### Dataset records
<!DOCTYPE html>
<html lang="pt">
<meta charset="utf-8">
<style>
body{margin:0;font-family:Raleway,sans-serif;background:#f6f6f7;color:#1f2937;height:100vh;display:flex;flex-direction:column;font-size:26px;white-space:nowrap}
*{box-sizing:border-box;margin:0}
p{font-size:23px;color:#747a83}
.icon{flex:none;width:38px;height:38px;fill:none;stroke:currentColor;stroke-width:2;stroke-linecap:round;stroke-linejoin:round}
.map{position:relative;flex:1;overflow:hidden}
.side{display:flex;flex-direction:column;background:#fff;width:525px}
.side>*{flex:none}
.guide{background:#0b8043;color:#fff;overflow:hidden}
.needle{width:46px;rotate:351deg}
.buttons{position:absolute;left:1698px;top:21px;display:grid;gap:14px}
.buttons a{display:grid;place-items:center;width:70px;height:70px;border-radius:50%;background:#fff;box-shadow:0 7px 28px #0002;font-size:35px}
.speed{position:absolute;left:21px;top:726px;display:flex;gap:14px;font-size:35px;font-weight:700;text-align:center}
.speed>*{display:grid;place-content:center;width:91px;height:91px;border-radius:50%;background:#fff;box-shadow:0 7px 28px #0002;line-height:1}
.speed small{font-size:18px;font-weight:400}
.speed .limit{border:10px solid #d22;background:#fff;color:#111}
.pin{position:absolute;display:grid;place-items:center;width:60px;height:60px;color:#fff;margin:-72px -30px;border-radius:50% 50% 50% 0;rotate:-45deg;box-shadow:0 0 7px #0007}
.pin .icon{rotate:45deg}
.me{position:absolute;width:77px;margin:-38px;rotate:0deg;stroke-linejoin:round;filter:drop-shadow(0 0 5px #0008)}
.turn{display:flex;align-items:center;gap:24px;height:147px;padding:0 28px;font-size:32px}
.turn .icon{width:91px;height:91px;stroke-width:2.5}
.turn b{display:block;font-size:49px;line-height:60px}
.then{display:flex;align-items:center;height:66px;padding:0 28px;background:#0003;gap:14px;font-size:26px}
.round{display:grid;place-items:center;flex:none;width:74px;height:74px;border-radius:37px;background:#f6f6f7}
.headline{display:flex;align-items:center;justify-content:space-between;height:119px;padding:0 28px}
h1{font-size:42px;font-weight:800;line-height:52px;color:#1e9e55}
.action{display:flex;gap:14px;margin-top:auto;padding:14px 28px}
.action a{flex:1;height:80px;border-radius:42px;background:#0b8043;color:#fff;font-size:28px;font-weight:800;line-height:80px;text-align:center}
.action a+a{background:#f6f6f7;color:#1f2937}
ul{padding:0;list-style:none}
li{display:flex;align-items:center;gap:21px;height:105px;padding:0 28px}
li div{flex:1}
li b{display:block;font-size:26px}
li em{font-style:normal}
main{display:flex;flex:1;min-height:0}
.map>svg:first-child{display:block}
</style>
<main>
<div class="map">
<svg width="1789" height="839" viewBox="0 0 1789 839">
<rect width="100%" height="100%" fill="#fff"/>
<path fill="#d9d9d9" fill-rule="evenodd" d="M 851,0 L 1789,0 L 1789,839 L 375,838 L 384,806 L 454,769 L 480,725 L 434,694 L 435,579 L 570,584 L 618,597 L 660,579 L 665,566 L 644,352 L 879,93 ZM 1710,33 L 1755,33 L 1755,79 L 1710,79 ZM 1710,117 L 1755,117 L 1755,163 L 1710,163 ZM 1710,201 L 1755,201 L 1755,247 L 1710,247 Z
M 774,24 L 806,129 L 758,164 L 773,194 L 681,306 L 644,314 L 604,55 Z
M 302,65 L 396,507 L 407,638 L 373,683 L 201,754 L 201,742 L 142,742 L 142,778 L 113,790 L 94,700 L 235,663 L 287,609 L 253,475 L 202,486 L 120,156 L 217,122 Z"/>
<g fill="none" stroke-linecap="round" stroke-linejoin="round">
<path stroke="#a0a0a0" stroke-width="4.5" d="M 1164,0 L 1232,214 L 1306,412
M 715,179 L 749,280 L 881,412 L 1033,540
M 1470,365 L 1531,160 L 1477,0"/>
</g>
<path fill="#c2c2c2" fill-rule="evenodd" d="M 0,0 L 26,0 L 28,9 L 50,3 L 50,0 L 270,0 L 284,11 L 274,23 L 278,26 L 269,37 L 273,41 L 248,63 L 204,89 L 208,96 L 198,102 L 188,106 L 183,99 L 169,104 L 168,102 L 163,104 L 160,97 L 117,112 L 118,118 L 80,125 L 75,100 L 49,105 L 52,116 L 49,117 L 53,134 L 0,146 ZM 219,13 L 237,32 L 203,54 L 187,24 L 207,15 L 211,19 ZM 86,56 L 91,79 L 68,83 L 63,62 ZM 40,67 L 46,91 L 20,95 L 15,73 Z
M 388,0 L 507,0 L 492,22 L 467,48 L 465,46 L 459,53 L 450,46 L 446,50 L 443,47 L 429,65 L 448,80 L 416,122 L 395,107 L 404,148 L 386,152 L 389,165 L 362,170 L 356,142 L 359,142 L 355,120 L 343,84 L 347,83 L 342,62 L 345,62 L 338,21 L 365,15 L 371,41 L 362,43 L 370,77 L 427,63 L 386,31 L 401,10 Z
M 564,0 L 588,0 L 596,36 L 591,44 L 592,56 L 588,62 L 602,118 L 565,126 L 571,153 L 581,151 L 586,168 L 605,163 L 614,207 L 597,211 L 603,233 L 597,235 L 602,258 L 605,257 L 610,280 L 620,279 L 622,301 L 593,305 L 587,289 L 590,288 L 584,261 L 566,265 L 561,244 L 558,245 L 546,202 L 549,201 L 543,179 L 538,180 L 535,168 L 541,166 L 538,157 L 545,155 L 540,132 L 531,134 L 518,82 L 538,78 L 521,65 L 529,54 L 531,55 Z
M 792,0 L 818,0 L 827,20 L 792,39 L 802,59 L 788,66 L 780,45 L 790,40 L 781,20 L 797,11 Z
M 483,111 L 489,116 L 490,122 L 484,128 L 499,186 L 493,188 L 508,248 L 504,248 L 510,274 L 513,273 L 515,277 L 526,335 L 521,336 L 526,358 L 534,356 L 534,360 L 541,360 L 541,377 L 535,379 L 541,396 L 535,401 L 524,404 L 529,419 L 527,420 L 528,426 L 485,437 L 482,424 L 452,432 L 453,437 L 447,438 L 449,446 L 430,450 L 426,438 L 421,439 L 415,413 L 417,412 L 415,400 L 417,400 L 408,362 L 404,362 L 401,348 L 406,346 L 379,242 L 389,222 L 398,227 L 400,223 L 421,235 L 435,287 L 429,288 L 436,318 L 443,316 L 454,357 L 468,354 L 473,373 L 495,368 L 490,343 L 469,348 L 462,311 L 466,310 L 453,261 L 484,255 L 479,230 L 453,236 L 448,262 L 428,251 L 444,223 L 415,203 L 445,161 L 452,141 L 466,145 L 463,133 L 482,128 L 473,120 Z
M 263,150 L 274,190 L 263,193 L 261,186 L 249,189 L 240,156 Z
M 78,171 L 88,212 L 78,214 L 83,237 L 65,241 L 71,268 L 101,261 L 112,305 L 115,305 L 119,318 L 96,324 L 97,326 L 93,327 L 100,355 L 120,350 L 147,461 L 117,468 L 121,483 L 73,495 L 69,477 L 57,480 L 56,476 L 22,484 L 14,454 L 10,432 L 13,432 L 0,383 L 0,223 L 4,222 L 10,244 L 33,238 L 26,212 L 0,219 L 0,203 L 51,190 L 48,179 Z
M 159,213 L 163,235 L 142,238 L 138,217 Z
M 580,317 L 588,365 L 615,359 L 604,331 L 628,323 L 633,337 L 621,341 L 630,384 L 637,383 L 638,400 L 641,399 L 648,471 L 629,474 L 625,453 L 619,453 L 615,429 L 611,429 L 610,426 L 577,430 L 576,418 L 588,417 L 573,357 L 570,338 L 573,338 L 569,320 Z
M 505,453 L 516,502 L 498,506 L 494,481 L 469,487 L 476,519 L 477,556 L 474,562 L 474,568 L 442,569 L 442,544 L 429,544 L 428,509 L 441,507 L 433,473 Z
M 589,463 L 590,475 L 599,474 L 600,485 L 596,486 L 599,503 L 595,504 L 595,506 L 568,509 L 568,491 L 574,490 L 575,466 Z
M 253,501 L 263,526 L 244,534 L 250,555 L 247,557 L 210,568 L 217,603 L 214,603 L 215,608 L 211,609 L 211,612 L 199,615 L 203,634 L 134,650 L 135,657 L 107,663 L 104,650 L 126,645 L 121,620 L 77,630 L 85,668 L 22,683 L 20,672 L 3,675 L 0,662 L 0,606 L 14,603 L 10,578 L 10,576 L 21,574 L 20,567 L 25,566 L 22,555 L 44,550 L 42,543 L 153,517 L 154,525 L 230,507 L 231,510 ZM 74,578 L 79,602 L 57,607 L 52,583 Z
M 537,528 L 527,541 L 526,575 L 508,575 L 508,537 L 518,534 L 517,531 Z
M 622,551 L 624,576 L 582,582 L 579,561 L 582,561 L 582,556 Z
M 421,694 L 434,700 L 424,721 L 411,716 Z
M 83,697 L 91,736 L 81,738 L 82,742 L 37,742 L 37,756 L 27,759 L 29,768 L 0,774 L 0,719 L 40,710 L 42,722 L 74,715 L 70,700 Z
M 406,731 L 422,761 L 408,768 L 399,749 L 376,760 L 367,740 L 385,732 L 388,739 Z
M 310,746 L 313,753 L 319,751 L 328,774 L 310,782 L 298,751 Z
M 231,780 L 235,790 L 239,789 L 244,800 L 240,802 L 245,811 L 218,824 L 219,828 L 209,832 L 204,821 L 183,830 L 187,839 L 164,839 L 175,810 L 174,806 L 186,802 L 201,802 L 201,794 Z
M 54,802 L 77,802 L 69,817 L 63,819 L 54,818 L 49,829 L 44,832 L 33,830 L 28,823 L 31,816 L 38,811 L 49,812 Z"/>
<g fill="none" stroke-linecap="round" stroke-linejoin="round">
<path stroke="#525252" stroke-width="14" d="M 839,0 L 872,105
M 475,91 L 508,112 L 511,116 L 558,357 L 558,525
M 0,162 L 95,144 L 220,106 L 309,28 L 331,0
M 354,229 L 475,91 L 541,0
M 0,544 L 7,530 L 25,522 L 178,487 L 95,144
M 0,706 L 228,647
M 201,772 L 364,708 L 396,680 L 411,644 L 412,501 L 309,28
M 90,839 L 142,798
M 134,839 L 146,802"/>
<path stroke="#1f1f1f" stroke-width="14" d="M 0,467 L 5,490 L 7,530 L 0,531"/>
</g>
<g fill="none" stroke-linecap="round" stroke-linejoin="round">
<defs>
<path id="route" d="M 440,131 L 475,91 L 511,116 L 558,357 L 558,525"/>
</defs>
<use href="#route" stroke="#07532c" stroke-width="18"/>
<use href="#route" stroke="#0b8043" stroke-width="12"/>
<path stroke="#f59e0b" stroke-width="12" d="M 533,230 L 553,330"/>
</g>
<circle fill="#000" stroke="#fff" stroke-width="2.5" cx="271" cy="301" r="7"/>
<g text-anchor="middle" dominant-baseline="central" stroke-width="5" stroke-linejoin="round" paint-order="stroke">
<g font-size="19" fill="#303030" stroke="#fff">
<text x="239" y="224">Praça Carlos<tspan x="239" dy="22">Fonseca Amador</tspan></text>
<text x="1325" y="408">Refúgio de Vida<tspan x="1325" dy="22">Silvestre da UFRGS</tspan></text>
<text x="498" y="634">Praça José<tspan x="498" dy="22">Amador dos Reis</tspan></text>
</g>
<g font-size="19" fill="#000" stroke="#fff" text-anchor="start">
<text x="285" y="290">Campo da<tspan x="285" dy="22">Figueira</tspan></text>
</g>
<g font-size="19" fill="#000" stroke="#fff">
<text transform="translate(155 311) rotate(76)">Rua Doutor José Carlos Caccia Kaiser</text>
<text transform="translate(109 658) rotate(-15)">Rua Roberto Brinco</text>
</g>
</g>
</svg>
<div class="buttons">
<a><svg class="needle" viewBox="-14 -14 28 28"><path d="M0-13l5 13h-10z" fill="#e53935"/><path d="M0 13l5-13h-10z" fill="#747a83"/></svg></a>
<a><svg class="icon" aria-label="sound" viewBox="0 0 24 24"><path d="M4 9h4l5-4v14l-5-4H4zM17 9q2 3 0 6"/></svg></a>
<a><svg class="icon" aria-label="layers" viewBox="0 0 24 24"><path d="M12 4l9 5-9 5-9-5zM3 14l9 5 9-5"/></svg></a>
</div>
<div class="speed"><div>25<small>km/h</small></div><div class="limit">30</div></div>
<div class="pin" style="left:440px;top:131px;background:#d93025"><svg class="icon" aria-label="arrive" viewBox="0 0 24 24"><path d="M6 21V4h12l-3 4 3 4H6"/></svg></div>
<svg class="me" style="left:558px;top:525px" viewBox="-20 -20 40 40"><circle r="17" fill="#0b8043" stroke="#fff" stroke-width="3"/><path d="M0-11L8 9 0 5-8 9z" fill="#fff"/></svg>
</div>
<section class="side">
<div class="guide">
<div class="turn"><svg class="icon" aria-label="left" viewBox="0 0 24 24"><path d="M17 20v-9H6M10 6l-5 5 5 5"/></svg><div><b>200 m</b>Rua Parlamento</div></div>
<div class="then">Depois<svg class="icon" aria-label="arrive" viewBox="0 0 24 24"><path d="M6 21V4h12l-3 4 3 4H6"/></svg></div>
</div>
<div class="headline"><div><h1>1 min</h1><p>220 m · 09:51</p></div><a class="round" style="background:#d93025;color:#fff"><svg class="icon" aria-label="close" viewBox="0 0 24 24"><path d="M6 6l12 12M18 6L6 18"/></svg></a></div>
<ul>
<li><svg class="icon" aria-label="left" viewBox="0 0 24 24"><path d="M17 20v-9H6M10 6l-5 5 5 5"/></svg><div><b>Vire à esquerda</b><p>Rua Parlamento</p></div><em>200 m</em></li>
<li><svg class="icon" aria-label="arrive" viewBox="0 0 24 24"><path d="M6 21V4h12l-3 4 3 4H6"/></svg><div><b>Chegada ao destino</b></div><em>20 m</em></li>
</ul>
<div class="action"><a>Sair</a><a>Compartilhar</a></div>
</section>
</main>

### Task directions
Once you find the string "overflow" in a line of the records, copy that line.

### Completed exercise
.map{position:relative;flex:1;overflow:hidden}
.guide{background:#0b8043;color:#fff;overflow:hidden}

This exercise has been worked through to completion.